ACLU files a complaint alleging the first known case of mistaken arrest based on facial recognition identification


According to the complaint, Robert Williams was entering the driveway of his home in Farmington Hills, Michigan, one January afternoon when a police vehicle suddenly stopped and blocked him. Officers jumped up and put Williams under arrest as his wife and children. He watched from his door and took him to a detention center half an hour away in Detroit. There, he spent the next 30 hours in what his lawyers describe as a “crowded and dirty cell.”

Detroit police believed Williams was responsible for stealing multiple watches from a local Shinola store. But it turns out that the police were wrong – misled by a computer algorithm, according to the ACLU. The Detroit Police Department did not respond to multiple requests for comment.

As the country boasts decades of police practices that have disproportionately affected black and brown communities, the incident hints at the personal cost that average Americans caused by the rapid spread of facial recognition by the police, and the enormous potential of such technology to misidentify people of color.

Facial recognition systems generally use software to link an image of a face with those stored in a database. The technology has been used everywhere, from concerts to airports, but privacy and civil liberties advocates, technologists, and lawmakers increasingly scrutinize it for concerns about algorithmic discrimination.

Williams, who is black, has now become a face of that movement. According to the ACLU complaint, Detroit police provided video surveillance of a black man who was stealing watches from a Shinola store to Michigan state police, who ran the footage through a facial recognition system and suggested a photo of Williams as a possible coincidence. Shanon Banner, a spokeswoman for the Michigan State Police, forwarded CNN questions about Williams’ case to Detroit police.

According to Banner, the policy of the Michigan State Police is not to use facial recognition as a form of positive identification.

“It is considered to be only an investigative lead, requiring the investigator to continue the criminal investigation before making any final determination, including arrest,” he said. “All lead investigation reports include the following statement at the top of the report: ‘This document is not a positive identification.

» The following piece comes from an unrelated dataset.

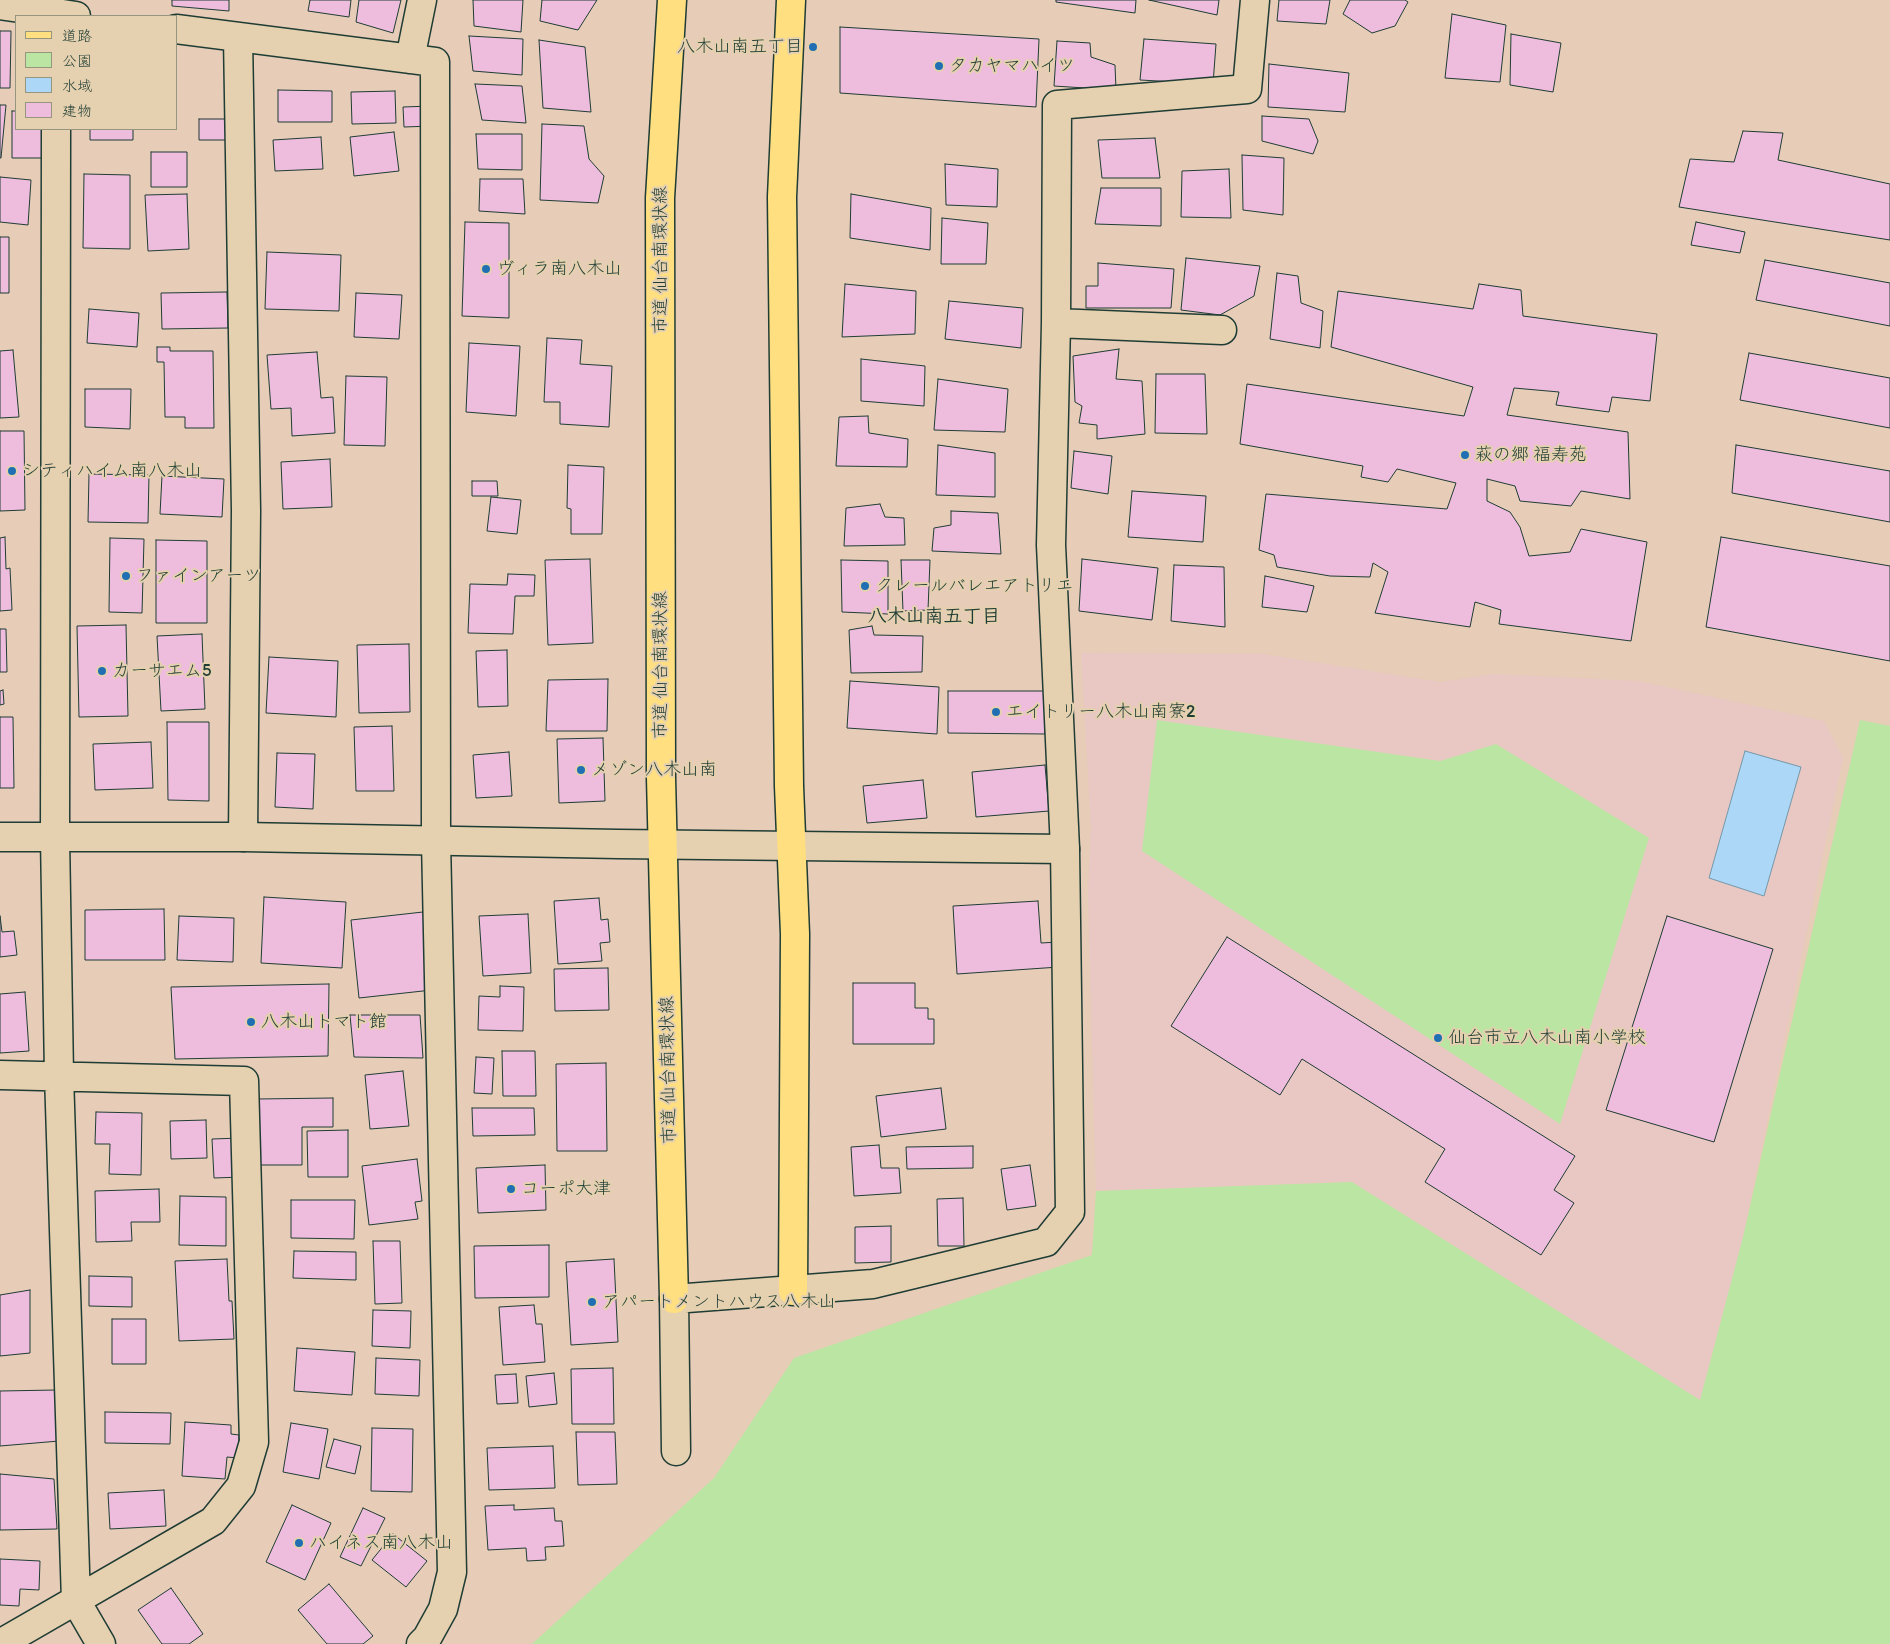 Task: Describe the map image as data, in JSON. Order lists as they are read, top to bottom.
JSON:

It is only a lead investigation and is not a probable cause of arrest. More investigation is needed to develop a cause. probable arrest. ‘”

Who owns the right to your face?

Banner did not explain how the software, allegedly sold to the state police by a company known as DataWorks Plus, suggested that the man in the video was Williams. However, police showed a list of head shots, including Williams’s, to a Shinola security guard who had not witnessed the robbery but had seen the video. The guard, the complaint says, identified Williams as the suspect.

Williams was later arrested, although he was released after questioning during which, as the complaint states, “it was clear that his arrest was based on a misidentification of facial recognition.”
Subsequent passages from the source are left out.